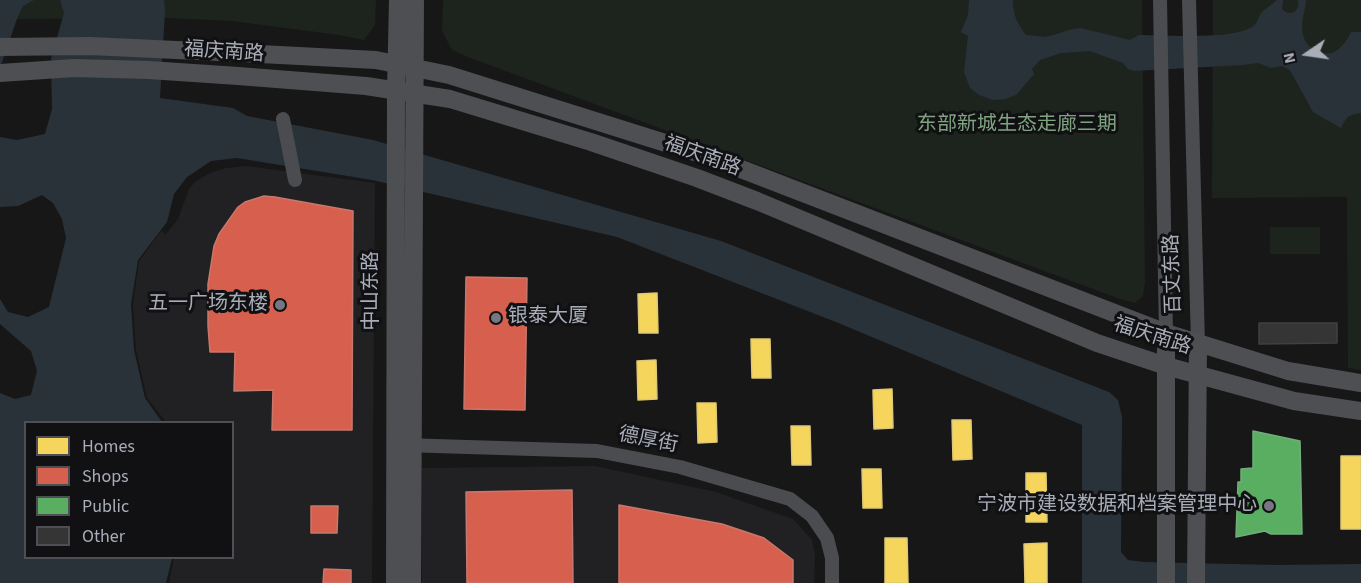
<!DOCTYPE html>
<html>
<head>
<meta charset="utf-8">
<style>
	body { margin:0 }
	#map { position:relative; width:1361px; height:583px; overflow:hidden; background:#171717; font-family:"Source Sans 3",sans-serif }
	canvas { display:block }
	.legend { position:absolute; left:24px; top:421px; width:210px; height:138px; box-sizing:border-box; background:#111113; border:2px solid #4d4f55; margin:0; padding:8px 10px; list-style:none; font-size:18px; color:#a8adb8 }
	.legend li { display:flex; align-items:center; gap:12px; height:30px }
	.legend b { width:30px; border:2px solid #4d4f55 }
	.north { position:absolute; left:1277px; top:24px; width:60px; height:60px; -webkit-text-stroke:4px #111113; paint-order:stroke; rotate:257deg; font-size:16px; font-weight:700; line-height:24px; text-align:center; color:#a8adb8 }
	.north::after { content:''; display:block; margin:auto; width:21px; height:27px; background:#a8adb8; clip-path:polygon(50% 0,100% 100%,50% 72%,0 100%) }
</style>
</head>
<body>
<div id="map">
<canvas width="1361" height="583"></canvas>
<ul class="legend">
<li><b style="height:16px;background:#f6d55c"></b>Homes</li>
<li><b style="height:16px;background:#d6604d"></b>Shops</li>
<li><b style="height:16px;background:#5aae61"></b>Public</li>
<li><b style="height:16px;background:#353536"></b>Other</li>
</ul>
<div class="north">N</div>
</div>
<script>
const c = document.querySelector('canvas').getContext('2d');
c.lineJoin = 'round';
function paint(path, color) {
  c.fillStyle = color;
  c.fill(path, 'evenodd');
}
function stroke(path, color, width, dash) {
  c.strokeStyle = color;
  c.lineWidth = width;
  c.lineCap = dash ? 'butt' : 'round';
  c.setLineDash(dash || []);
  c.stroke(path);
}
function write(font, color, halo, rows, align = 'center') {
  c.font = font + ' "Source Sans 3","Noto Sans SC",sans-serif';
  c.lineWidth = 6;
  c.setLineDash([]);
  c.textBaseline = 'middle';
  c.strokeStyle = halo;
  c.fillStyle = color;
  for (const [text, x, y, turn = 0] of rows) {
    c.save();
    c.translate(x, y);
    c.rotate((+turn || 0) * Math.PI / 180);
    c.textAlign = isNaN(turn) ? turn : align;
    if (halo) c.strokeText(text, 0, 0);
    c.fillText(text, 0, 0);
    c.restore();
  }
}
paint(new Path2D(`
	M247,166L375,183L372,583H169L174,558H232V422H166L147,398L136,350L133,304L139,261L161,231L166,234L178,219L189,189L196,181L210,173L226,168Z
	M595,466L716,492L793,519L812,540L815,555L814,583H422V468Z`), '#212123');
paint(new Path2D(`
	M0,0H376L375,25L364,40L339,35L232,21L168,18L0,19Z
	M443,0H1142L1145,282L1143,296L1135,303L1120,299L468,57L452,50L442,31Z
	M1213,0H1361V370L1348,368L1347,197L1212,198Z
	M1270,227H1320V254H1270Z`), '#1d241e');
paint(new Path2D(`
	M0,0H34L23,6L18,16L0,68Z
	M60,0H164L165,11L160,98L233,108L247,116L373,140L721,241L1109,392L1118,400L1122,417L1121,552L1128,560L1144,562L1277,565L1361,564V583H1082V425L836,322L617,237L372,180L237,158L211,161L187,177L174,194L167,222L138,260L131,304L134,350L145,398L162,422H26V558H172L166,583H0V393L15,399L31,395L37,371L31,351L0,324V299L8,312L28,317L49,307L66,238L62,219L53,203L42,195L18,206L0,207V137L17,140L45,134L52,109L51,59L64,13Z
	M969,0H1013C1013,15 1017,23 1026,35L1045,37L1054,35L1069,30L1080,28L1130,40L1139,35C1165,35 1232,40 1252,27C1258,24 1258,17 1262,12C1267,7 1272,5 1277,0H1283L1282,9C1290,18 1301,11 1298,0H1306C1305,13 1299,25 1304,38C1308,50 1325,58 1336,51C1343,46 1348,39 1351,32H1361V113C1348,115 1347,116 1341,128L1313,112L1290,70L1282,66L1271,68L1258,63L1243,65L1134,71L1128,69L1123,63L1090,51L1061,53L1040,60L1032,69L1034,74L1016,95L1005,99L993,100L979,95L970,88L964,72L968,36L961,32L968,15Z`), '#2a3239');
const homes = new Path2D(`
	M657,293L658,333H639L638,294Z
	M751,339H770L771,378H752Z
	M656,360L657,399L638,400L637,361Z
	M892,389L893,428L874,429L873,390Z
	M697,403H716L717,442L698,443Z
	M952,420H971L972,459L953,460Z
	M791,426H810L811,465H792Z
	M1341,456H1361V529H1341Z
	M862,469H881L882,508H863Z
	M1026,473H1046L1047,522H1026Z
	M885,538H907L908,583H885Z
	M1047,543V583H1025L1024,544Z`);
paint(homes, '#f6d55c');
stroke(homes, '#dfc978', 1.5);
const shops = new Path2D(`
	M264,196L275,197L353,211L352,430H272L273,390L234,391L235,352H210L208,326V284L214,246L219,234L238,207L245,202Z
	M466,277L527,278L525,410L464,409Z
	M572,490L573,583H467L466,492Z
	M619,505L722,524L764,538L793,560V583H619Z
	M311,506H338L337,533H311Z
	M324,569L351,570V583H323Z`);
paint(shops, '#d6604d');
stroke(shops, '#c8776d', 1.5);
const public = new Path2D(`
	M1253,431L1300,441L1302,534H1271L1265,531L1236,537L1238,482H1241V469L1253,468Z`);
paint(public, '#5aae61');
stroke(public, '#71ae7b', 1.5);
const building = new Path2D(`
	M1259,323H1337V343L1259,344Z`);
paint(building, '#353536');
stroke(building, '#3f4043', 1.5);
stroke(new Path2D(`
	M1160,0L1166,333
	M1189,0L1198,344
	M283,119L295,180
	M403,445L597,451L680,467L790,499L812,516L827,538L832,558V583`), '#4b4c50', 14);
stroke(new Path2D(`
	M0,47L90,46L241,53L376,60L449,75L710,157L1166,333L1288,371L1361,383
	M0,73L74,68L149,70L238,76L366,86L450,99L591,142L697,178L757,201L1097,343L1166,366L1294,401L1361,411
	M1166,333V583
	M395,583L396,91L398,0
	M412,583L415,0
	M1196,583L1198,344`), '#4d4f52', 18);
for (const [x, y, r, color] of [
	[280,305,6,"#757880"],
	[496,318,6,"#757880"],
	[1269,506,6,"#757880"]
]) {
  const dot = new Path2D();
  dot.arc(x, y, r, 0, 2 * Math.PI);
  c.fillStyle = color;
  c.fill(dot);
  stroke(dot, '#111113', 2);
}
write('20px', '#a8adb8', '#111113', [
	["福庆南路",224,53,4],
	["福庆南路",702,157,20],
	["百丈东路",1174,274,-92],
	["中山东路",373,291,-90],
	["福庆南路",1152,337,18],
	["德厚街",648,441,11]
]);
write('20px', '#7fa381', '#111113', [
	["东部新城生态走廊三期",1017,126]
]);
write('20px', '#a8adb8', '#111113', [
	["五一广场东楼",268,305],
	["银泰大厦",508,318,"left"],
	["宁波市建设数据和档案管理中心",1257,506]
], 'right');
</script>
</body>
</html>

→ **ASSIGNMENT**
Report all lines in the records that include the string "Math".

→ **WRITTEN ANSWER**
    c.rotate((+turn || 0) * Math.PI / 180);
  dot.arc(x, y, r, 0, 2 * Math.PI);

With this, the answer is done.